Donderdagavond 13 januari organiseerde de sociologiecommissie van studievereniging Cedo Nulli een college in de kroeg. Weer eens iets anders dan de stoffige collegebanken van het M-gebouw, moeten veel studenten hebben gedacht. En masse kwamen ze naar Melief Bender.
In de stamkroeg van Jan Koolman – Melief Bender op de Oude Binnenweg – is het die donderdagavond rond de klok van acht buitengewoon druk. Een student aan de bar bestelt een kop koffie. Barman Arie moet erom lachen: “Je komt zeker voor de cursus.” Hij drukt op de knop van de koffiemachine en richt zich vervolgens tot de oude meneer Koolman, die zich op een barkruk heeft verschanst met een biertje en de Metro. “Ja Jan, ze komen hier les geven vanavond.” Koolman wendt heel even z’n blik af, maar leest dan weer ongestoord verder. Het zal hem worst wezen.
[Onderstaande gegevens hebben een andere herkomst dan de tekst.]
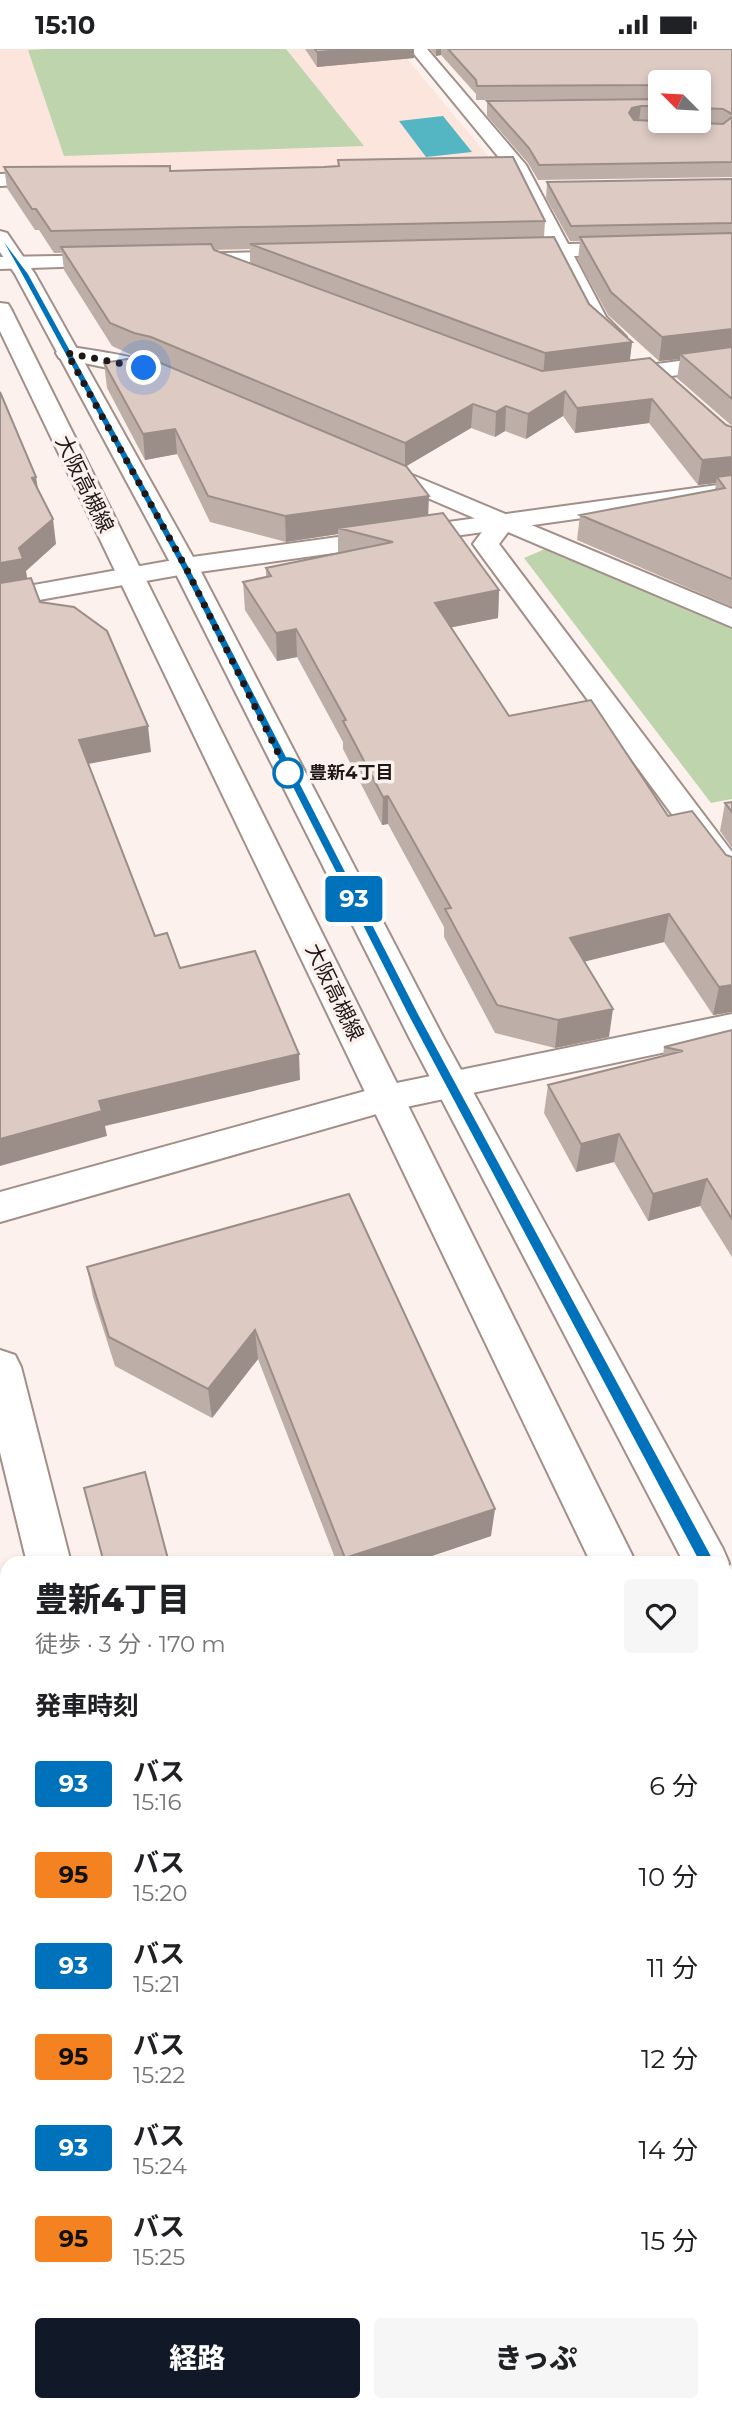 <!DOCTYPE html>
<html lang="ja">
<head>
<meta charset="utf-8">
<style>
	:root { --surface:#fff; --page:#f6f6f6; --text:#202124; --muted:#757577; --accent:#111827 }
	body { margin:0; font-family:Montserrat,"Noto Sans JP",sans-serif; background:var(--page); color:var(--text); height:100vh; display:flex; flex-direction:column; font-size:26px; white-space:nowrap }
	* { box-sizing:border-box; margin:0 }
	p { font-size:23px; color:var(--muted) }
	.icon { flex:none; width:38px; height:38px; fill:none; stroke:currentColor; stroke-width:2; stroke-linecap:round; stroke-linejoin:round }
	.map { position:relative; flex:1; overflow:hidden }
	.side { position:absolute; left:0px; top:1507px; width:733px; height:856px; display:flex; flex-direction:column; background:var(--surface); border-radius:21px 21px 0 0; box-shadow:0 4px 10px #0003 }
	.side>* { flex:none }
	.badge { padding:0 14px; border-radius:5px; font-size:24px; line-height:46px }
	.needle { width:46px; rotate:294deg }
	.buttons { position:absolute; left:648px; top:21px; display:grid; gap:14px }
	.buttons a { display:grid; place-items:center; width:63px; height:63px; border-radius:7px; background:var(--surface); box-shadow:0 4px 10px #0003; font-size:35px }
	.you { position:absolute; width:35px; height:35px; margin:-18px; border:5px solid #fff; border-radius:50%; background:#1a73e8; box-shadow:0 0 0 10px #1a73e833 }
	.map>.badge { position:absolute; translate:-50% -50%; box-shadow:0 0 0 4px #fff }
	h2 { padding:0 35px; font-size:26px; line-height:63px }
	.round { display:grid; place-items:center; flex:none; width:74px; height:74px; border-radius:7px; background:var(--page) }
	.headline { display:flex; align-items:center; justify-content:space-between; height:119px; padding:0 35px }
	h1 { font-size:33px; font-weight:800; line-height:52px }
	.action { display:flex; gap:14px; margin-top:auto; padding:14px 35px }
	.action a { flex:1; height:80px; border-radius:7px; background:var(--accent); color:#fff; font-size:28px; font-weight:800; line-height:80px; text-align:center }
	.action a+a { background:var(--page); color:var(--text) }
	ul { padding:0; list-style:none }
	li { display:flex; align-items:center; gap:21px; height:91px; padding:0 35px }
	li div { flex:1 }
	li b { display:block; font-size:26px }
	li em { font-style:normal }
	li .badge { min-width:77px; font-weight:700; text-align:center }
	.status { display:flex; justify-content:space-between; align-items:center; height:49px; padding:0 35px; background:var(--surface); direction:ltr }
	.status svg { height:19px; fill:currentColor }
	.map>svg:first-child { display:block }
</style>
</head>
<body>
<div class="status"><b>15:10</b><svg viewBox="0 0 49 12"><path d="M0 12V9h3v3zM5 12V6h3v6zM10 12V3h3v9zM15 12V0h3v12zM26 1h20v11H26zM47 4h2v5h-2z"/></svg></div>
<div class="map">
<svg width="732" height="2362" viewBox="0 0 732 2362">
	<rect width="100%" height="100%" fill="#fdf1ed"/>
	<!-- built -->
	<path fill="#fce5dd" d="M0,0H399L494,114L0,125Z"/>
	<!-- green -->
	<path fill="#bed4ad" d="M46,0H286L364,97L64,107L28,1Z
		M545,500L732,579V750L711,754L524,509Z"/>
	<!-- water -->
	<path fill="#53b6c2" d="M443,67L472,103L426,108L399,72Z"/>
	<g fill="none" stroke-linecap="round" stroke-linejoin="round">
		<defs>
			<path id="minor" d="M410,0H427L526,116L568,195L732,192V204L574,207L606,268L626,288L623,293C591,301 566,231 554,207L503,206L500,202L503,198L548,195L510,122Z
				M59,124L66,126L68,130L66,134L0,137V125Z
				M303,202L310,204L313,208L310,212L185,217L178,215L175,211L178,207L185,205Z
				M114,206L121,208L124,212L121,216L0,220V208Z
				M67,297C90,302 159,308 171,326L168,331L160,333L138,325L59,309L56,304L59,299Z
				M732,305V319L611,335L603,333L600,328L603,323L611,321Z
				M374,410L732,560V578L508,483L499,495L732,803V835L721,832L473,495L488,475L365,422L362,417L365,412Z
				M0,1301L15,1306L21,1318L71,1514H27L0,1403Z
				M7,1531V1573L0,1576V1534Z
				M252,2356H312L313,2362H253Z"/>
			<path id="tertiary" d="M732,434V448L185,525L0,558V542L185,509Z
				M732,965V989L387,1062L0,1173V1143L387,1036Z
				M732,2136V2192L726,2194V2138Z
				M117,2356H195L193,2362H115Z"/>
			<path id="primary" d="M0,182L7,184L35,225L198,517L443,988L723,1500L729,1514L726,1521V1514H684L409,988L172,517L15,225L0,203Z
				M0,254L8,255L11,260L636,1514H591L0,282Z
				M726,1528L732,1531V1581L726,1579Z
				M726,1720L732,1722V1780L726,1778Z"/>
		</defs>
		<!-- minor casing -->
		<use href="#minor" stroke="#a28f89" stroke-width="4"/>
		<!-- tertiary casing -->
		<use href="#tertiary" stroke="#a28f89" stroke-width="4"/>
		<!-- primary casing -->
		<use href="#primary" stroke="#a28f89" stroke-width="4"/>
		<!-- minor -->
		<use href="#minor" fill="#fff" fill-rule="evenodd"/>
		<!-- tertiary -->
		<use href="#tertiary" fill="#fff" fill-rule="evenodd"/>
		<!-- primary -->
		<use href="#primary" fill="#fff" fill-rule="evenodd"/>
	</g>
	<!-- wall -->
	<path fill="#beaea8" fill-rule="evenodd" d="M305,0H414V9L317,18Z
		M430,0H732V128L538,131L528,114L487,67V52L621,50L476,51V45L441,6L436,7ZM660,33H698V72H660Z
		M338,111L545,172L544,188L589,255L632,293L630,311L726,376L732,378V558L577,491L580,466L715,441L716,434L698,436L649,374L575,384L563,367L526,390L505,382L495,388L471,379L406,417L428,466L499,541L498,569L451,578L509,667L668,767L726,806L732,808V963L713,966L664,893L585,912L609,988L555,999L495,984L444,888V878L388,775L382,776L343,700V693L297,608L277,612L245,561L243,533L266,528V519L338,504V485L286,493L210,473L177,405L145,411L107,339L104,314L136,308L112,297L64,221L62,204H54L39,181H35L7,139L4,118L171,122L324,118L338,117ZM250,200V214L214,201Z
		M732,130V377L677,329L680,310L659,312L608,266L578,211L580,192H570L546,149L547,133Z
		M732,753V799L720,782L725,754Z
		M732,981V1208L700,1157L648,1172L614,1113L576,1123L544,1064L548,1036L663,1007L664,998Z
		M349,1145L491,1487L411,1514H337L258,1310L212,1369L115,1317L93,1248L87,1218Z
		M698,2356H726L732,2362H695L693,2358Z"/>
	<!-- shaded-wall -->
	<path fill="#9b8d88" d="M355,0H414V9L317,18V3Z
		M436,0H441V6L436,7Z
		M641,57L639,71L631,73L629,64L632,59Z
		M732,280V303L680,305V310L659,312L662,288Z
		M632,293L629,316L543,327L545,304Z
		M565,342L563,367L526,390L528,365Z
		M652,350L649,374L575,384L577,359Z
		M473,355L471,379L405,418V394Z
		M506,357L505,382L495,388L496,363Z
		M175,380L177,405L145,411L143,385Z
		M732,408V432L717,428L716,434L698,436L702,411Z
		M36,428L40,452L32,429Z
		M429,447L428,473L338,479V485L286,493L285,467Z
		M53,470L56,495L26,522L28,534L0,540V514L19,499Z
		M499,541L498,569L434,582L435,554Z
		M296,580L297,608L277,612L276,584Z
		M148,677L151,703L83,716L79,691Z
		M388,747V775L382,776L383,748Z
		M669,865L664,893L567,917L570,889Z
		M732,936V963L713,966L719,938Z
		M613,960L609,988L555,999L558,971Z
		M299,1005L300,1031L105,1077L107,1087L0,1117V1090L99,1052Z
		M619,1085L614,1113L576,1123L581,1095Z
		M707,1130L700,1157L648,1172L653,1145Z
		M255,1281L258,1310L212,1369L208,1340Z
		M495,1460L491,1487L411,1514H345V1509Z
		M0,1559L7,1579V1593Z
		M0,1774L7,1787V1789L0,1791Z
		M732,2037V2042L726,2044V2039Z
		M7,2265V2274L0,2277V2268Z"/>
	<!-- building -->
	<path fill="#ddcac3" stroke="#9b8d88" stroke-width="2" d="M315,0H355L317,3Z
		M448,0H732V65L723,60L698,59V33H660V36L477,37L476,31Z
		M660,50V57H641L632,59L629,64L634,71L723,75L732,68V113L539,116L529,99L487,52Z
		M513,108L545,172L51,182L36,160H32L4,118L170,117V122L324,118L339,117L338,111Z
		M732,130V174L571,177L547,133Z
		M732,184V280L662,288L611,243L580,188Z
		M554,188L589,255L632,293L545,304L250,195Z
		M211,195L214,201L542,322L650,309L726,376L732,378V408L702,411L652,350L577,359L565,342L528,365L506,357L496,363L473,355L405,394L151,288L134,284L110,274L61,198Z
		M732,298V350L680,305Z
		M144,307L406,417L429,447L285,467L208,447L175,380L143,385L104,314Z
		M0,343L36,428L32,429L53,470L19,499L23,510L0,514Z
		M732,426V530L580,466L725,439L717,428Z
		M443,464L499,541L435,554L509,667L591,651L668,767L692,762L726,806L732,808V936L719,938L669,865L570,889L613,960L558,971L497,956L445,860L451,859L388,747L383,748L343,672L346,671L296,580L276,584L243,533L271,527L266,519L393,493L338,479Z
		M31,529L40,553L74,558L107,582L148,677L79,691L155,887L167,884L180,919L255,902L299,1005L99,1052L102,1062L0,1090V534Z
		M732,753V763L725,754Z
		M732,981V1170L707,1130L653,1145L619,1085L581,1095L548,1036L683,1002L664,998Z
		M349,1145L495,1460L345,1509L255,1281L208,1340L109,1288L87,1218Z
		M145,1423L169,1514H104L84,1439Z
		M0,1559L7,1593V2265L0,2268V1828L3,1827V1776L0,1774Z
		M726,1996L732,2010V2037L726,2039Z
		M732,2339V2362H707L705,2356H726V2341Z"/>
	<!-- line -->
	<path fill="#0072bc" stroke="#fff" stroke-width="2" d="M0,186L29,225L189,517L419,965L713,1509L715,1514L713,1519H702L407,965L180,517L21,225L0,188Z"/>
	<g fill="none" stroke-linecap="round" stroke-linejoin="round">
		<!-- walk -->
		<path stroke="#1f1816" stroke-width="7" stroke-dasharray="0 12.6" d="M144,319L67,304L185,517L292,732L288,724"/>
	</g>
	<!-- markers -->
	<circle fill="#fff" stroke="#0072bc" stroke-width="3.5" cx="288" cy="724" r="14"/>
	<g text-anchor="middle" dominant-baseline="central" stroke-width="7" stroke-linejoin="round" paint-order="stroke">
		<!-- far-stop labels -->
		<g font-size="18" font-weight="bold" fill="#1f1816" stroke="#fdf1ed" text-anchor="start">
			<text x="309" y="724">豊新4丁目</text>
		</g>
		<!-- street labels -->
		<g font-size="21" fill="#1f1816" stroke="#fdf1ed">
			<text transform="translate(85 435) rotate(64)">大阪高槻線</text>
			<text transform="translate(335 943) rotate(64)">大阪高槻線</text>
		</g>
	</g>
</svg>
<div class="buttons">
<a><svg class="needle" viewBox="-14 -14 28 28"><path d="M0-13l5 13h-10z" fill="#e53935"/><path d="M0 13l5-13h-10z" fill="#757577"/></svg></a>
</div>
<div class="you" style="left:144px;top:319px"></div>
<b class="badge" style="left:354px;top:850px;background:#0072bc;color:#fff">93</b>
<section class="side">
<div class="headline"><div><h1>豊新4丁目</h1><p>徒歩 · 3 分 · 170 m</p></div><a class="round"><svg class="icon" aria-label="heart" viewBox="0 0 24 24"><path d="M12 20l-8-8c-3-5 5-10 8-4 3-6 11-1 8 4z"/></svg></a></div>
<h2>発車時刻</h2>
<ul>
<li><span class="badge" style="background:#0072bc;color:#fff">93</span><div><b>バス</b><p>15:16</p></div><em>6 分</em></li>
<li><span class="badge" style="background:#f58220;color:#111">95</span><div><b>バス</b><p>15:20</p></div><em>10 分</em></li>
<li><span class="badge" style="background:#0072bc;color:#fff">93</span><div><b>バス</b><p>15:21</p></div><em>11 分</em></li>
<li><span class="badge" style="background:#f58220;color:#111">95</span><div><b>バス</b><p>15:22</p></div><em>12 分</em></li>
<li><span class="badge" style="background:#0072bc;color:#fff">93</span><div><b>バス</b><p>15:24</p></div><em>14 分</em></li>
<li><span class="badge" style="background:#f58220;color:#111">95</span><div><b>バス</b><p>15:25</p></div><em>15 分</em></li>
</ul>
<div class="action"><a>経路</a><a>きっぷ</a></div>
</section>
</div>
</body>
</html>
Het idee van een kroegcollege dankt Cedo Nulli aan emeritus hoogleraar Machiel Zwanenburg. ‘Ga eens naar de kroeg, drink wat pilsjes en ga dan over wetenschap praten’, zou hij tijdens een college hebben voorgesteld. Nu mag hij de primeur verzorgen.
Een stel studenten bestelt nog vluchtig wat te drinken aan de bar. “Twee zoet, twee droog, twee rood en drie bier,” roept de man van de bediening naar zijn collega Arie. En dan: “Muziek uit!”
Zwanenburg zit achterin de kroeg te midden van de groep en begint zijn verhaal af te steken. En hoe. Op barkrukken, aan tafels en staand luisteren de sociologen in spe aandachtig naar zijn betoog. Via Darwin, Freud en Marx komt Zwanenburg in een uur tijd tot de kern: criminelen bestaan niet. Het is een statistisch fenomeen, maar een duidelijke typologie ontbreekt. In criminologische onderzoeken worden onvergelijkbare groepen met elkaar vergeleken, lijkt de professor zijn toehoorders mee te willen geven.
Maar zijn boodschap is niet altijd even verstaanbaar. De ruimte is benauwd en rumoerig. Van de ongeveer zeventig aanwezige studenten haakt een aantal dan ook vroegtijdig af, om elders in de kroeg hun avond voort te zetten met een ‘goed’ gesprek.
De stamgasten aan de bar gaan luidruchtig met hun conversatie door en een groepje studenten van Eurocollege, een particuliere hogeschool, praat ook onverstoorbaar verder. “Ja, wij horen er niet bij hoor, dus laat ons maar. Wij hebben hier ook wel ‘s borrels van school, maar dan krijgen we er niet zo’n lang lulverhaal bij,” zegt een van jongens.
Maar de meeste sociologiestudenten zijn stuk voor stuk enthousiast. Al zijn er verbeterpuntjes, volgens eerstejaars Sabine Roër: “Ik vond het leuk en leerzaam. Het heeft wel wat, zo met een biertje in je hand een college volgen. Maar het was wel moeilijk te horen. Misschien zou een andere indeling beter zijn.”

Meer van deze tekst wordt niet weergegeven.